Work required. Write out the complete data exactly as written.

[Collected data entries]
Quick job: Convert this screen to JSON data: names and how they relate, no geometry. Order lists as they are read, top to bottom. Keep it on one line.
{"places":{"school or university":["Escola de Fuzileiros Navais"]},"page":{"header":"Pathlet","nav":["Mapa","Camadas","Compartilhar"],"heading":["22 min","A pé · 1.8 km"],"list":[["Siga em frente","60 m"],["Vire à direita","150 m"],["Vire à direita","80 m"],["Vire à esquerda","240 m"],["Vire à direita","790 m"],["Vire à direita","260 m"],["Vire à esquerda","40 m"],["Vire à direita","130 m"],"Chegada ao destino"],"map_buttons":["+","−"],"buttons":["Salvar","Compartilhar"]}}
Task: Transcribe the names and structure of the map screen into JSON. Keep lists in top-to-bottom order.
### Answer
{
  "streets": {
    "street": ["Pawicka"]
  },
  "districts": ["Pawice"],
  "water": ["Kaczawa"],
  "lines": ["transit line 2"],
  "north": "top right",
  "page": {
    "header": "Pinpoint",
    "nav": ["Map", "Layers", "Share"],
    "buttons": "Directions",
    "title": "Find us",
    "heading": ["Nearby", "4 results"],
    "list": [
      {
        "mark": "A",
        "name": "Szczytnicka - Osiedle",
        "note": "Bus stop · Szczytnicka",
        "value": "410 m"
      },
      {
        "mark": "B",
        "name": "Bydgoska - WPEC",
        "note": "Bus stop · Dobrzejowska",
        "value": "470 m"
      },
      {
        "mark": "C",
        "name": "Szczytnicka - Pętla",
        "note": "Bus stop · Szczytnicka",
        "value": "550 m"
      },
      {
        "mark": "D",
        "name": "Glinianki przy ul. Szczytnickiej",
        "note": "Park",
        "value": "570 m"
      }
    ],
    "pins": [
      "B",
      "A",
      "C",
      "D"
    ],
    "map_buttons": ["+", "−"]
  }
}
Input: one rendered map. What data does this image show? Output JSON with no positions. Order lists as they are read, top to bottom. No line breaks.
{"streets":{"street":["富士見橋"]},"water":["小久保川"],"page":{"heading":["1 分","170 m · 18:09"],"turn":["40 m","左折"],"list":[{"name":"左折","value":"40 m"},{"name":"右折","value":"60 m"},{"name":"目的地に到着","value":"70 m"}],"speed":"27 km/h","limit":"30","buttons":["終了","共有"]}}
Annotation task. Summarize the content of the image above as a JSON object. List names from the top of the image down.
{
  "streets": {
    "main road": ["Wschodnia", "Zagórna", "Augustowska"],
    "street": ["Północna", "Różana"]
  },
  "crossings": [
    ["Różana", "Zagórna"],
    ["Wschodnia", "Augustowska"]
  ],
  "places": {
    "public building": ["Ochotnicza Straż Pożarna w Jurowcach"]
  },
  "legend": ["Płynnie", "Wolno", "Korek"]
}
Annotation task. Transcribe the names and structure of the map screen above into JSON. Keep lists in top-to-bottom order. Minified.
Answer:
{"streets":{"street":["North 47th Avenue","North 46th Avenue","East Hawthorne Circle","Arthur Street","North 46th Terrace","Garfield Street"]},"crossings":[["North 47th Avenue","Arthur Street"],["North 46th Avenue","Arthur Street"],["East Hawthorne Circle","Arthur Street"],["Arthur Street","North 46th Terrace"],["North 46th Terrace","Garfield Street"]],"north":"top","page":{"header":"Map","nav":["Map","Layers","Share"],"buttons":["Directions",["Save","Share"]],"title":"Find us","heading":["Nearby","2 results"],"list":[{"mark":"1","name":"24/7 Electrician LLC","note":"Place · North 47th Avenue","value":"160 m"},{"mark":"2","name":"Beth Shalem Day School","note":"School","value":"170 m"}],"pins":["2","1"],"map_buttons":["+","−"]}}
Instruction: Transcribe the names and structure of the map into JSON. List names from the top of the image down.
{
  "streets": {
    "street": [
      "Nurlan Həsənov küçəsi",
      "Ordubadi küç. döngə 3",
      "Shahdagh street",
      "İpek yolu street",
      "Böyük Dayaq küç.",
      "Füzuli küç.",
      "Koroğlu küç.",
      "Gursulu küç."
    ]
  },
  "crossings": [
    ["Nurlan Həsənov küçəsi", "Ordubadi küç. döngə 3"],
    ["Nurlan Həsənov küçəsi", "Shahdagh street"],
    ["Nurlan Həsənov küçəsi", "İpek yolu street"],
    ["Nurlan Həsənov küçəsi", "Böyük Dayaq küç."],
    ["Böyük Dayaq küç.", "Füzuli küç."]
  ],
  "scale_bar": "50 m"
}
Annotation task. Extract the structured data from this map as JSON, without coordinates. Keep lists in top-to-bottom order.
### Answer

Solution below.
Quick job: Convert this screen to JSON data: names and how they relate, no geometry. Order lists as they are read, top to bottom. Keep it on one line.
{"places":{"school or university":["Escola de Fuzileiros Navais"]},"page":{"header":"Pathlet","nav":["Mapa","Camadas","Compartilhar"],"heading":["22 min","A pé · 1.8 km"],"list":[["Siga em frente","60 m"],["Vire à direita","150 m"],["Vire à direita","80 m"],["Vire à esquerda","240 m"],["Vire à direita","790 m"],["Vire à direita","260 m"],["Vire à esquerda","40 m"],["Vire à direita","130 m"],"Chegada ao destino"],"map_buttons":["+","−"],"buttons":["Salvar","Compartilhar"]}}
Task: Transcribe the names and structure of the map screen into JSON. Keep lists in top-to-bottom order.
### Answer
{
  "streets": {
    "street": ["Pawicka"]
  },
  "districts": ["Pawice"],
  "water": ["Kaczawa"],
  "lines": ["transit line 2"],
  "north": "top right",
  "page": {
    "header": "Pinpoint",
    "nav": ["Map", "Layers", "Share"],
    "buttons": "Directions",
    "title": "Find us",
    "heading": ["Nearby", "4 results"],
    "list": [
      {
        "mark": "A",
        "name": "Szczytnicka - Osiedle",
        "note": "Bus stop · Szczytnicka",
        "value": "410 m"
      },
      {
        "mark": "B",
        "name": "Bydgoska - WPEC",
        "note": "Bus stop · Dobrzejowska",
        "value": "470 m"
      },
      {
        "mark": "C",
        "name": "Szczytnicka - Pętla",
        "note": "Bus stop · Szczytnicka",
        "value": "550 m"
      },
      {
        "mark": "D",
        "name": "Glinianki przy ul. Szczytnickiej",
        "note": "Park",
        "value": "570 m"
      }
    ],
    "pins": [
      "B",
      "A",
      "C",
      "D"
    ],
    "map_buttons": ["+", "−"]
  }
}
Input: one rendered map. What data does this image show? Output JSON with no positions. Order lists as they are read, top to bottom. No line breaks.
{"streets":{"street":["富士見橋"]},"water":["小久保川"],"page":{"heading":["1 分","170 m · 18:09"],"turn":["40 m","左折"],"list":[{"name":"左折","value":"40 m"},{"name":"右折","value":"60 m"},{"name":"目的地に到着","value":"70 m"}],"speed":"27 km/h","limit":"30","buttons":["終了","共有"]}}
Annotation task. Summarize the content of the image above as a JSON object. List names from the top of the image down.
{
  "streets": {
    "main road": ["Wschodnia", "Zagórna", "Augustowska"],
    "street": ["Północna", "Różana"]
  },
  "crossings": [
    ["Różana", "Zagórna"],
    ["Wschodnia", "Augustowska"]
  ],
  "places": {
    "public building": ["Ochotnicza Straż Pożarna w Jurowcach"]
  },
  "legend": ["Płynnie", "Wolno", "Korek"]
}
Annotation task. Transcribe the names and structure of the map screen above into JSON. Keep lists in top-to-bottom order. Minified.
Answer:
{"streets":{"street":["North 47th Avenue","North 46th Avenue","East Hawthorne Circle","Arthur Street","North 46th Terrace","Garfield Street"]},"crossings":[["North 47th Avenue","Arthur Street"],["North 46th Avenue","Arthur Street"],["East Hawthorne Circle","Arthur Street"],["Arthur Street","North 46th Terrace"],["North 46th Terrace","Garfield Street"]],"north":"top","page":{"header":"Map","nav":["Map","Layers","Share"],"buttons":["Directions",["Save","Share"]],"title":"Find us","heading":["Nearby","2 results"],"list":[{"mark":"1","name":"24/7 Electrician LLC","note":"Place · North 47th Avenue","value":"160 m"},{"mark":"2","name":"Beth Shalem Day School","note":"School","value":"170 m"}],"pins":["2","1"],"map_buttons":["+","−"]}}
Instruction: Transcribe the names and structure of the map into JSON. List names from the top of the image down.
{
  "streets": {
    "street": [
      "Nurlan Həsənov küçəsi",
      "Ordubadi küç. döngə 3",
      "Shahdagh street",
      "İpek yolu street",
      "Böyük Dayaq küç.",
      "Füzuli küç.",
      "Koroğlu küç.",
      "Gursulu küç."
    ]
  },
  "crossings": [
    ["Nurlan Həsənov küçəsi", "Ordubadi küç. döngə 3"],
    ["Nurlan Həsənov küçəsi", "Shahdagh street"],
    ["Nurlan Həsənov küçəsi", "İpek yolu street"],
    ["Nurlan Həsənov küçəsi", "Böyük Dayaq küç."],
    ["Böyük Dayaq küç.", "Füzuli küç."]
  ],
  "scale_bar": "50 m"
}
Annotation task. Extract the structured data from this map as JSON, without coordinates. Keep lists in top-to-bottom order.
### Answer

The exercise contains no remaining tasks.